WORK TO BE COMPLETED:
A faithful copy of every entry is the goal; keep the images out of it.

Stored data
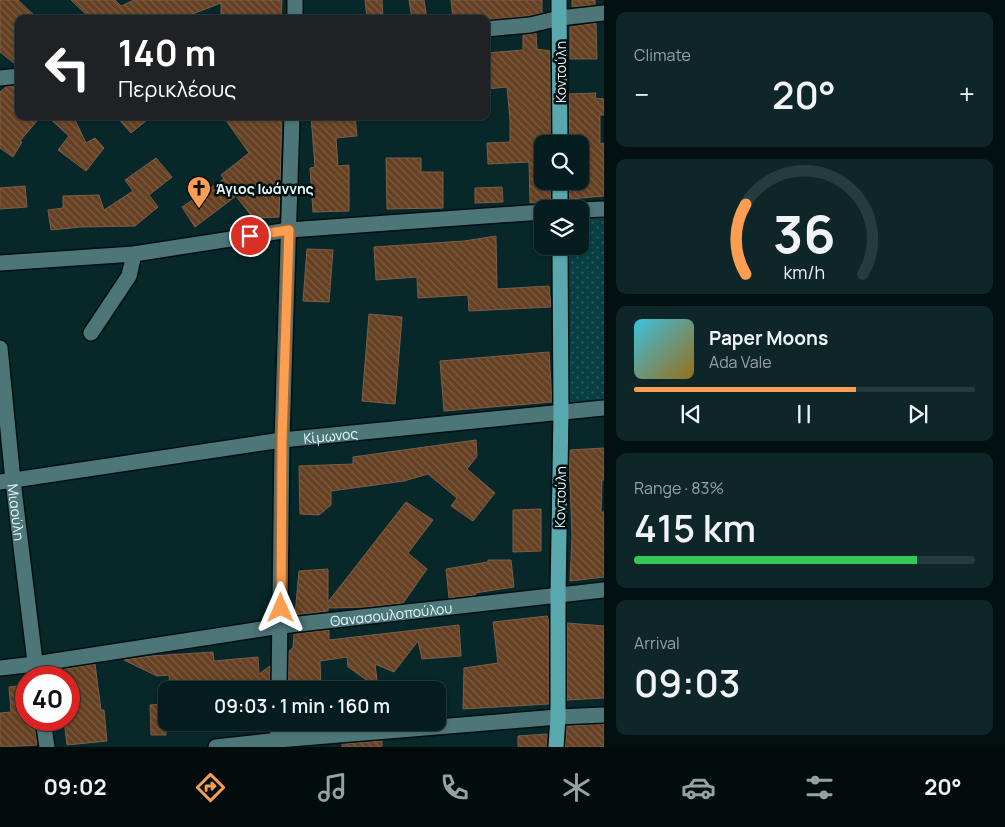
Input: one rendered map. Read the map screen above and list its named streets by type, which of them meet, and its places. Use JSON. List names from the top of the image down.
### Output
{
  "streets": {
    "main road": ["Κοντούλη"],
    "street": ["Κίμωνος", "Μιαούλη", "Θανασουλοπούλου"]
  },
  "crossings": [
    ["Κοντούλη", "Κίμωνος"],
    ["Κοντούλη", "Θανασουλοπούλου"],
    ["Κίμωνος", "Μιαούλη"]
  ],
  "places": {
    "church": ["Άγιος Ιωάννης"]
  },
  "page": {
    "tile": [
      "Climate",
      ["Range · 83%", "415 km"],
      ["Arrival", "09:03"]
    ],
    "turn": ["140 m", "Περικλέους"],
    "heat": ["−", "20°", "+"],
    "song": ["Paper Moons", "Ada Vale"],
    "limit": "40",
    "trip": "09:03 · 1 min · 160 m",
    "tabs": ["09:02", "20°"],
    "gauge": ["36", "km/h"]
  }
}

TASK RESULT:
Input: one rendered map. Read the map screen above and list its named streets by type, which of them meet, and its places. Use JSON. List names from the top of the image down.
### Output
{
  "streets": {
    "main road": ["Κοντούλη"],
    "street": ["Κίμωνος", "Μιαούλη", "Θανασουλοπούλου"]
  },
  "crossings": [
    ["Κοντούλη", "Κίμωνος"],
    ["Κοντούλη", "Θανασουλοπούλου"],
    ["Κίμωνος", "Μιαούλη"]
  ],
  "places": {
    "church": ["Άγιος Ιωάννης"]
  },
  "page": {
    "tile": [
      "Climate",
      ["Range · 83%", "415 km"],
      ["Arrival", "09:03"]
    ],
    "turn": ["140 m", "Περικλέους"],
    "heat": ["−", "20°", "+"],
    "song": ["Paper Moons", "Ada Vale"],
    "limit": "40",
    "trip": "09:03 · 1 min · 160 m",
    "tabs": ["09:02", "20°"],
    "gauge": ["36", "km/h"]
  }
}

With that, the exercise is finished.